_Provided data_.

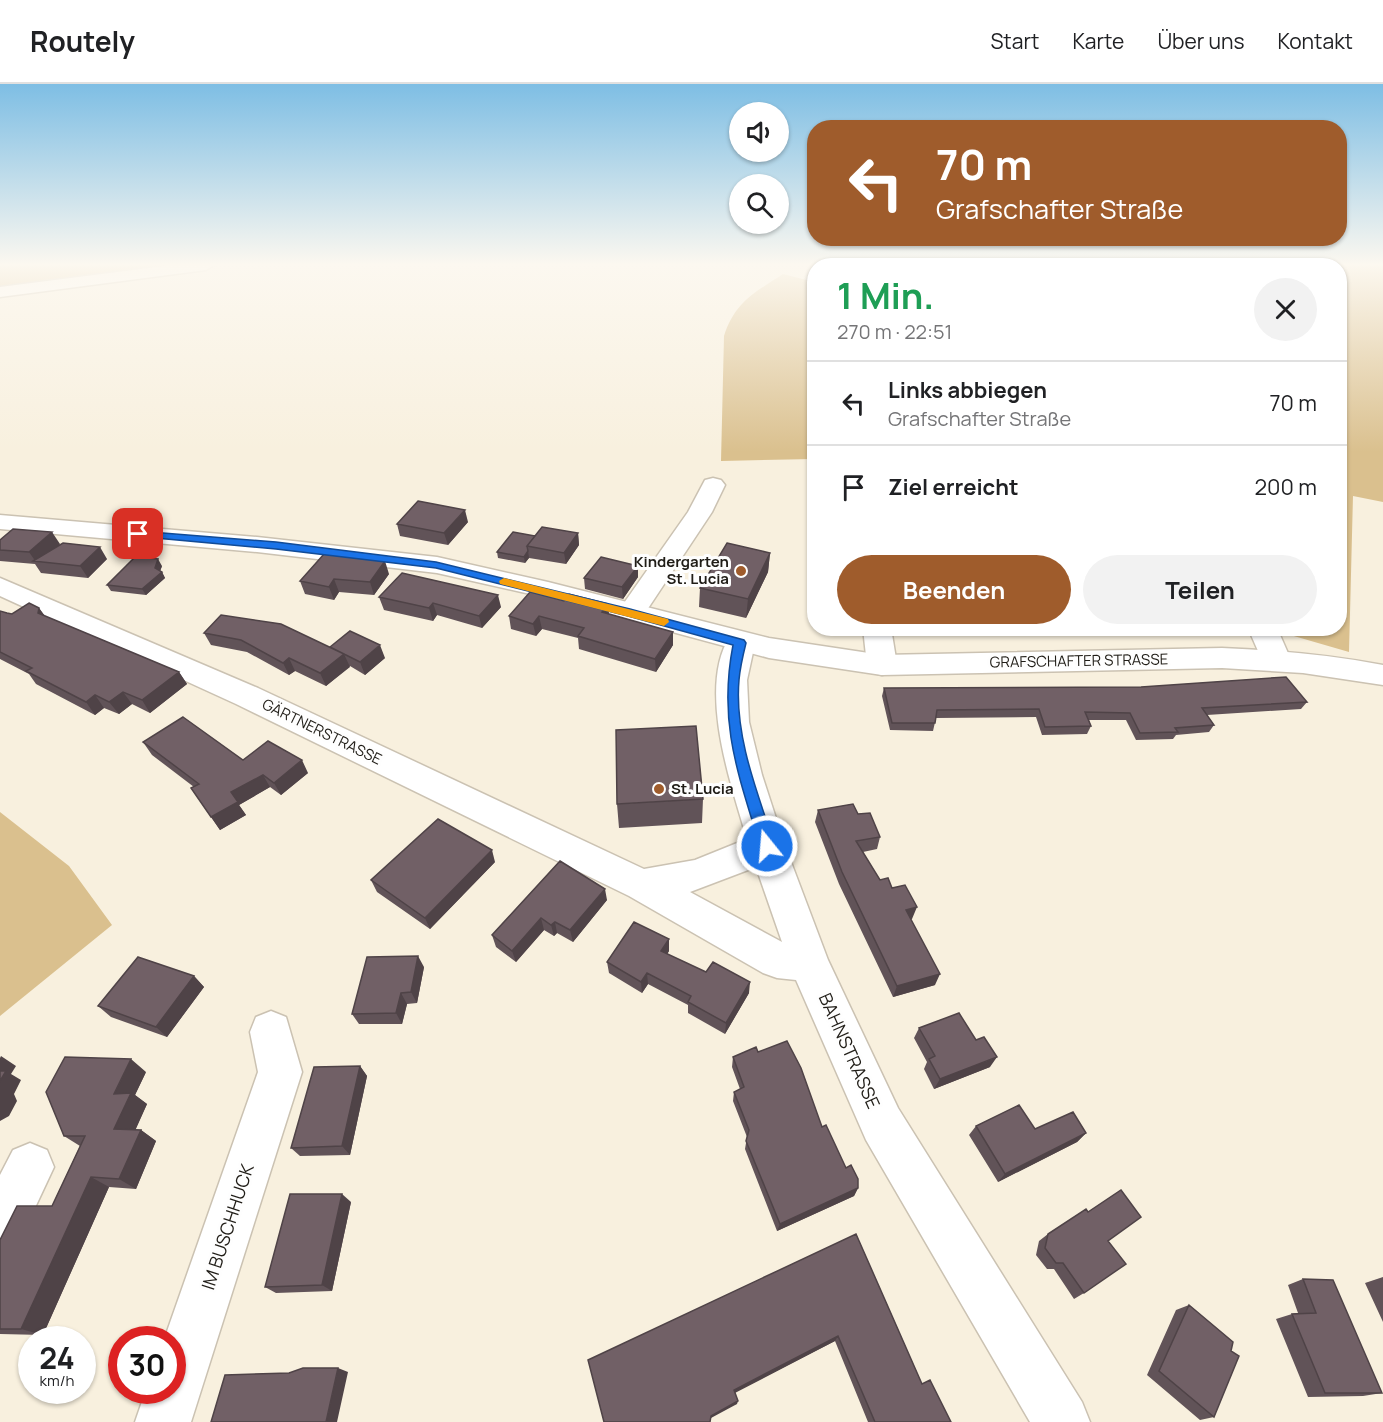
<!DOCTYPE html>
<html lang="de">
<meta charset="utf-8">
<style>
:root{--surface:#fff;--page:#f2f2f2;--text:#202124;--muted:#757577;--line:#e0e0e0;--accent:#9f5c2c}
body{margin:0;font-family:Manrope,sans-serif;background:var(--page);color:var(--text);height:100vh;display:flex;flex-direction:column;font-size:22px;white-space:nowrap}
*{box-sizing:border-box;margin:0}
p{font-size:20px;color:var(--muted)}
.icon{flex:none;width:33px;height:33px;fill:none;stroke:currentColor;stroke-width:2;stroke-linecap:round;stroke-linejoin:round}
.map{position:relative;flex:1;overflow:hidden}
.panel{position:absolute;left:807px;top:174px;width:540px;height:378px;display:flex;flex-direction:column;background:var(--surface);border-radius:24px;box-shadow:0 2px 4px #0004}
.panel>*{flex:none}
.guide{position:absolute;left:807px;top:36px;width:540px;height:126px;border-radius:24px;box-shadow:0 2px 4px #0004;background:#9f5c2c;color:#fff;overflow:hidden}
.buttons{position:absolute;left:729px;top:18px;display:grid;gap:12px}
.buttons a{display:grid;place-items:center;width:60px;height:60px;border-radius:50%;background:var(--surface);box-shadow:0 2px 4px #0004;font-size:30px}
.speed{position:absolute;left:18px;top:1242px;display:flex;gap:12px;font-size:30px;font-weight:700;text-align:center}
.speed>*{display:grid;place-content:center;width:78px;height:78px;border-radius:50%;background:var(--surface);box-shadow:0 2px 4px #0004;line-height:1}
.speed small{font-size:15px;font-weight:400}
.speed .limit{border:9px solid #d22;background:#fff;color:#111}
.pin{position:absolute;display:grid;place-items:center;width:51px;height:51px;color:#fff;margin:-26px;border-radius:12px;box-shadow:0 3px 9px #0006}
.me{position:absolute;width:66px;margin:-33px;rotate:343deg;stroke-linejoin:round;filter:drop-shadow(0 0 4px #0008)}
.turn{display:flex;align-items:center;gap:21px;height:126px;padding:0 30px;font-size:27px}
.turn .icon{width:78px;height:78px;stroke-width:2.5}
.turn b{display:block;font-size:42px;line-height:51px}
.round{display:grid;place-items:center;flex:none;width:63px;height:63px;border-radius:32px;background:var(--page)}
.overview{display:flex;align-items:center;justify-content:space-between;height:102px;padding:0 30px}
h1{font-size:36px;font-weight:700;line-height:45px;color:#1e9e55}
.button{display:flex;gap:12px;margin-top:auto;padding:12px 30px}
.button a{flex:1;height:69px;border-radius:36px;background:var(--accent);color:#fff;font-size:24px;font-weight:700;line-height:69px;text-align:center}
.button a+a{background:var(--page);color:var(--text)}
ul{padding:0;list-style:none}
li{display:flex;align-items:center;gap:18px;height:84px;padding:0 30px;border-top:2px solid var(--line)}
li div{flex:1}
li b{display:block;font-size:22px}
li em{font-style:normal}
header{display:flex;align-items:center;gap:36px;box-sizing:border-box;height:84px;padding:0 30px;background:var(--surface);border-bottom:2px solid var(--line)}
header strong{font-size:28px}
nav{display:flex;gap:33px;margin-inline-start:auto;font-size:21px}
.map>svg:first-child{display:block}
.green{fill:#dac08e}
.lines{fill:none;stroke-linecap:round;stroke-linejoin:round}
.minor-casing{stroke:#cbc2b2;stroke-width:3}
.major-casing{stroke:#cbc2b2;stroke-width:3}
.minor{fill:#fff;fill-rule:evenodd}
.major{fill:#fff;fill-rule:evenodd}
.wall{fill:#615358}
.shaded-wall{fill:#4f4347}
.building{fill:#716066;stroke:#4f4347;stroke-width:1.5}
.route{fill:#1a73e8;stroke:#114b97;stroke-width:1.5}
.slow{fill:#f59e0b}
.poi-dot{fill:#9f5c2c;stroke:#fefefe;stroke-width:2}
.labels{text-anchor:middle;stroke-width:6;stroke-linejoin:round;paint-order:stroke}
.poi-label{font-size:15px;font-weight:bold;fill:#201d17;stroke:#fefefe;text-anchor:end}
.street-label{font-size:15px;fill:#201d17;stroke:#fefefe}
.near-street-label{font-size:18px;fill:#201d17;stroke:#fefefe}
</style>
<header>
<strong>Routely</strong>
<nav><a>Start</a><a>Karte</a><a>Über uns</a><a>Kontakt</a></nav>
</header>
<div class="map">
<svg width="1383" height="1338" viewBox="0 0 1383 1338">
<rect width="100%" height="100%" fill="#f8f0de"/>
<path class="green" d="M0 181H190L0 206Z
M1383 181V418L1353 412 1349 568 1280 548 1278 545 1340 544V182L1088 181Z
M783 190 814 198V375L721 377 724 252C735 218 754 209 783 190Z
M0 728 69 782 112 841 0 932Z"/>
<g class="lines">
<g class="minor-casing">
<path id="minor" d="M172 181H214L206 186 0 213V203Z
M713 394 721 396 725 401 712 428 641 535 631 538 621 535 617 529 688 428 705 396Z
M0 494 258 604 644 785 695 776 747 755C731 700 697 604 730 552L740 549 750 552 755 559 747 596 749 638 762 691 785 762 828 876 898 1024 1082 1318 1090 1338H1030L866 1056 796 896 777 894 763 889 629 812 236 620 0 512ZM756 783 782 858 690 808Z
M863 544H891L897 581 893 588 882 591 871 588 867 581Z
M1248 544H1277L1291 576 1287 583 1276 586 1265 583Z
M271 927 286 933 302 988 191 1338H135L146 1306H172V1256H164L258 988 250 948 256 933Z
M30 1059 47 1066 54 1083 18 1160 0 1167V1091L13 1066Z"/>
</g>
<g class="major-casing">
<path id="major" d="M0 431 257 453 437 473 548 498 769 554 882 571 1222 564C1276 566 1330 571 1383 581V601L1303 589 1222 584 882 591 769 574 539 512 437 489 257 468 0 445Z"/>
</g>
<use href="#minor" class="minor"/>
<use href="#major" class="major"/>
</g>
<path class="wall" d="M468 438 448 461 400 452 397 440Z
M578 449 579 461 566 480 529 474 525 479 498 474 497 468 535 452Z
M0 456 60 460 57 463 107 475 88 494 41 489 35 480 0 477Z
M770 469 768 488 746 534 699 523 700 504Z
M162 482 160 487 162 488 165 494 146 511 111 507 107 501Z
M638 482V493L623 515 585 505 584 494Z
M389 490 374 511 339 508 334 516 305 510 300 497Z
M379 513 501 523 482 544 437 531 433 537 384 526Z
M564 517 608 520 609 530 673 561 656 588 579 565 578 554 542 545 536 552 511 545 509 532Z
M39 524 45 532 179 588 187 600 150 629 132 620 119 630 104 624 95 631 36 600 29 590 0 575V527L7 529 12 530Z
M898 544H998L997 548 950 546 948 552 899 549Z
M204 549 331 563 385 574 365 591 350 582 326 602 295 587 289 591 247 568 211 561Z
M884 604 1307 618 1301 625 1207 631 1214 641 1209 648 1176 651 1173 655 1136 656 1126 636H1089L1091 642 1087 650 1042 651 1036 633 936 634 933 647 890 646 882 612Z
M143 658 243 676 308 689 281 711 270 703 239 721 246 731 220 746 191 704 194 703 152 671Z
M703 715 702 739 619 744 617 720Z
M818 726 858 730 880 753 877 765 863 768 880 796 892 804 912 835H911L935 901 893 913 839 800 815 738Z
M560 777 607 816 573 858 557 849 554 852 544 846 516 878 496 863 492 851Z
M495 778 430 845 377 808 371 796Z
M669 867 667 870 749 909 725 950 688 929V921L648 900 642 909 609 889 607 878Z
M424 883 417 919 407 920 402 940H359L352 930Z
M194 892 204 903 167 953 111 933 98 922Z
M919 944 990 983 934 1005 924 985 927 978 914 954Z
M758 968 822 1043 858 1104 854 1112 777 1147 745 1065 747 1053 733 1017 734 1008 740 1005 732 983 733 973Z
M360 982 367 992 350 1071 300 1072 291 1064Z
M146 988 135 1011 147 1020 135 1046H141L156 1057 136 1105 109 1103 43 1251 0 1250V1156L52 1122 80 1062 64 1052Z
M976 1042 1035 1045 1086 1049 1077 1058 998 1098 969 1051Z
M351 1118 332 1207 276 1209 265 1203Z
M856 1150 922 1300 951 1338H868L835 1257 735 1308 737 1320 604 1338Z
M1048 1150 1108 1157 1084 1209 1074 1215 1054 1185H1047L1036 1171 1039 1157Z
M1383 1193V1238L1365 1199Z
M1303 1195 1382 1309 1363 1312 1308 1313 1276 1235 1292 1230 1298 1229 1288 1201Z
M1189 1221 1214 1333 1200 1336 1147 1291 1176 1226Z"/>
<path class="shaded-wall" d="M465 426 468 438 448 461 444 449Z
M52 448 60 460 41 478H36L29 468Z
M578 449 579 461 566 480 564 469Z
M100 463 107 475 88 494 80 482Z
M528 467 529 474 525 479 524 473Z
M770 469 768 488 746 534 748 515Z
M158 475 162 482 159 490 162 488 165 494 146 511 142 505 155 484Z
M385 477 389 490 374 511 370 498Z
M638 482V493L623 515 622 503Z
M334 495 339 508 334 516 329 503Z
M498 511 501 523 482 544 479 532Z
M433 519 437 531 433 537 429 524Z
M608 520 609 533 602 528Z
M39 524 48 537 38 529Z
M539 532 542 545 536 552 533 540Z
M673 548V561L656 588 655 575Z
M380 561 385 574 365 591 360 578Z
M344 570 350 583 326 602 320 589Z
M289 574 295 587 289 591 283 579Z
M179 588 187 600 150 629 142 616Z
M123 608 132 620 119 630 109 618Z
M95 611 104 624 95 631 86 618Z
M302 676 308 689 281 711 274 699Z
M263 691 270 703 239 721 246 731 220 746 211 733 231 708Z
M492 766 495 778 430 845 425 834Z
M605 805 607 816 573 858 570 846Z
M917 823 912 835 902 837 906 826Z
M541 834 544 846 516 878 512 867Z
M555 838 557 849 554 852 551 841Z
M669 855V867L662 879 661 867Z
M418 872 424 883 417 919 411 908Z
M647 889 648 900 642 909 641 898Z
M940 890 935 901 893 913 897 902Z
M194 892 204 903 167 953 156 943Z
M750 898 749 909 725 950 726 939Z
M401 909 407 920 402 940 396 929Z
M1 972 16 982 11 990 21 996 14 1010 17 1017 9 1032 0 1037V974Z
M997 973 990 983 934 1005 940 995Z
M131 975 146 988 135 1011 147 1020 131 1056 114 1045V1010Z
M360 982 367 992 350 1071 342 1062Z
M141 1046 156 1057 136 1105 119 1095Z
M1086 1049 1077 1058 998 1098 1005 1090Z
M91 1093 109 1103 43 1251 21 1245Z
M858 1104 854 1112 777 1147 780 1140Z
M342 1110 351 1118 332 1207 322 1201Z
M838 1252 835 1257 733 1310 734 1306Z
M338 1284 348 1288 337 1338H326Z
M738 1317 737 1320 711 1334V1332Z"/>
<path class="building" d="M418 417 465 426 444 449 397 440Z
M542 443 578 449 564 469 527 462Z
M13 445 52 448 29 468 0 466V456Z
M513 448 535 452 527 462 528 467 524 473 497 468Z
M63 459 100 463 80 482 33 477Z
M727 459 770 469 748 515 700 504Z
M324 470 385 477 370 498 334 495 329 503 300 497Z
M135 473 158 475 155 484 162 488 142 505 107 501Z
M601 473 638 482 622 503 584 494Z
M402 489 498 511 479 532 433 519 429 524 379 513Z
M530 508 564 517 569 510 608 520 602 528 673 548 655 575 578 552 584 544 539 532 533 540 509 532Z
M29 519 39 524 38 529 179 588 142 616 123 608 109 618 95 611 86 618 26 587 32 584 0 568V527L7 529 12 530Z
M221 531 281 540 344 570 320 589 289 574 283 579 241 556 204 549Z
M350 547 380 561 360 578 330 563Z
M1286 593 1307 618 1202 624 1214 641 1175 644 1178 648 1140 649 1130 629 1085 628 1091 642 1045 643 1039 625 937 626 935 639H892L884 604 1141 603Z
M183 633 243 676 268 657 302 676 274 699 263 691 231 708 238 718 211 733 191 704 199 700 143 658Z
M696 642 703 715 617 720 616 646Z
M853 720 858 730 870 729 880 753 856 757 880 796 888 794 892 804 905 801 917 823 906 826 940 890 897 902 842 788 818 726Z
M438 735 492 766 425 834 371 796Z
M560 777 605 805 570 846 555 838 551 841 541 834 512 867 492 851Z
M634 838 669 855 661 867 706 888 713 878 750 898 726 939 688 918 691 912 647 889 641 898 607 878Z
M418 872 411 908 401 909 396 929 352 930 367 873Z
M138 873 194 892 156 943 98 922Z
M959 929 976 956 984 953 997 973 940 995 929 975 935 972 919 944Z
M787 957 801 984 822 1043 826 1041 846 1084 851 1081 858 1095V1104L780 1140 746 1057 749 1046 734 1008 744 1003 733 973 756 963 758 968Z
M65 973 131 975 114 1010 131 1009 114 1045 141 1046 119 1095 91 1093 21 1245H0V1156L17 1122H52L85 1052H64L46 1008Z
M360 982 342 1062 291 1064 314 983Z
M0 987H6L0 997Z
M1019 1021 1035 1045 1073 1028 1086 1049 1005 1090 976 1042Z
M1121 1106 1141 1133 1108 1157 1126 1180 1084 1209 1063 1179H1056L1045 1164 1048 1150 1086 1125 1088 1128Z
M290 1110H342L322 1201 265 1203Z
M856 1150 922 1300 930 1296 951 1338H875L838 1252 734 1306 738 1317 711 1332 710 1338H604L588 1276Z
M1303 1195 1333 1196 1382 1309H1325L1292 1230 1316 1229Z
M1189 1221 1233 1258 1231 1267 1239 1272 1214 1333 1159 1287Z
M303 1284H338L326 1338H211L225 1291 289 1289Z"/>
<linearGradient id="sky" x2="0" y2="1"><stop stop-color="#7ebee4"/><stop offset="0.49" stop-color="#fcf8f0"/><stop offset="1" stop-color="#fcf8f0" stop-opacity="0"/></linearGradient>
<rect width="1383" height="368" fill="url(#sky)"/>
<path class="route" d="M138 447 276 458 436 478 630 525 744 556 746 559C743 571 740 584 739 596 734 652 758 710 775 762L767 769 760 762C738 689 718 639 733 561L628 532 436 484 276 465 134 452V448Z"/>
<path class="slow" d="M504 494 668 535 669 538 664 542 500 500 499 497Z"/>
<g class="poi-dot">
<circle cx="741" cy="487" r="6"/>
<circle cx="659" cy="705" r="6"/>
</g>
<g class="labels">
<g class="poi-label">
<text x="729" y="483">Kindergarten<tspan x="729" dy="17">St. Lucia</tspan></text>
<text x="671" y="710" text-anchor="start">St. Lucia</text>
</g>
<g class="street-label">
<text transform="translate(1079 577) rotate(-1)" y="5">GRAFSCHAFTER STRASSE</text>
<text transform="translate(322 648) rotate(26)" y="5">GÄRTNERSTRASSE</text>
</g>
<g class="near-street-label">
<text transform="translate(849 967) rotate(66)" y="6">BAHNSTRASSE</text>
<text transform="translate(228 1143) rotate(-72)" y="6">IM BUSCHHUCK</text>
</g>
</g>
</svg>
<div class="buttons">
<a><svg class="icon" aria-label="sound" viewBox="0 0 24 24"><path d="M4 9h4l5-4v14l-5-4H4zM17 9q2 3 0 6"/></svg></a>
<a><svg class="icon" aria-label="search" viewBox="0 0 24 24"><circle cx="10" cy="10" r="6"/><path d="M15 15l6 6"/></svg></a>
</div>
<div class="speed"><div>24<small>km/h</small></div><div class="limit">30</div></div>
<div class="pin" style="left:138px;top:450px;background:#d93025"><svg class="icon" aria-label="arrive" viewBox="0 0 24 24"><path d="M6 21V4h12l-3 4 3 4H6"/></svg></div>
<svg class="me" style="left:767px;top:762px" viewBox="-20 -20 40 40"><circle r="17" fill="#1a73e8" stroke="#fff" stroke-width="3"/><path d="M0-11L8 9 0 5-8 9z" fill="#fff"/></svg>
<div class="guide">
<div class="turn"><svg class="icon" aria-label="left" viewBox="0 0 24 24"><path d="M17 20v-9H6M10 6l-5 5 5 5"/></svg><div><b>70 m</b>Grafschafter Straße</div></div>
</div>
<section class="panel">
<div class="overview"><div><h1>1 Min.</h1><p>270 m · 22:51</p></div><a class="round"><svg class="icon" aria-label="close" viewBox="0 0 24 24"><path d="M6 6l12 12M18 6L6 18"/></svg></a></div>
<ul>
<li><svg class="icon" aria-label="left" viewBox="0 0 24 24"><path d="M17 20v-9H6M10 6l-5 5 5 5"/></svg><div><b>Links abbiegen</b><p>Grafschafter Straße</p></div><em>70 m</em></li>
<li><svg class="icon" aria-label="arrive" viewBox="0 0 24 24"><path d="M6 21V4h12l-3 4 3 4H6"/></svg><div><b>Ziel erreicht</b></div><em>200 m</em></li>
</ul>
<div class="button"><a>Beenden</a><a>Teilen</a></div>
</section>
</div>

_Your goal_. In the data above, find each line that uses the string "linejoin". Copy it.

_Task result_.
.icon{flex:none;width:33px;height:33px;fill:none;stroke:currentColor;stroke-width:2;stroke-linecap:round;stroke-linejoin:round}
.me{position:absolute;width:66px;margin:-33px;rotate:343deg;stroke-linejoin:round;filter:drop-shadow(0 0 4px #0008)}
.lines{fill:none;stroke-linecap:round;stroke-linejoin:round}
.labels{text-anchor:middle;stroke-width:6;stroke-linejoin:round;paint-order:stroke}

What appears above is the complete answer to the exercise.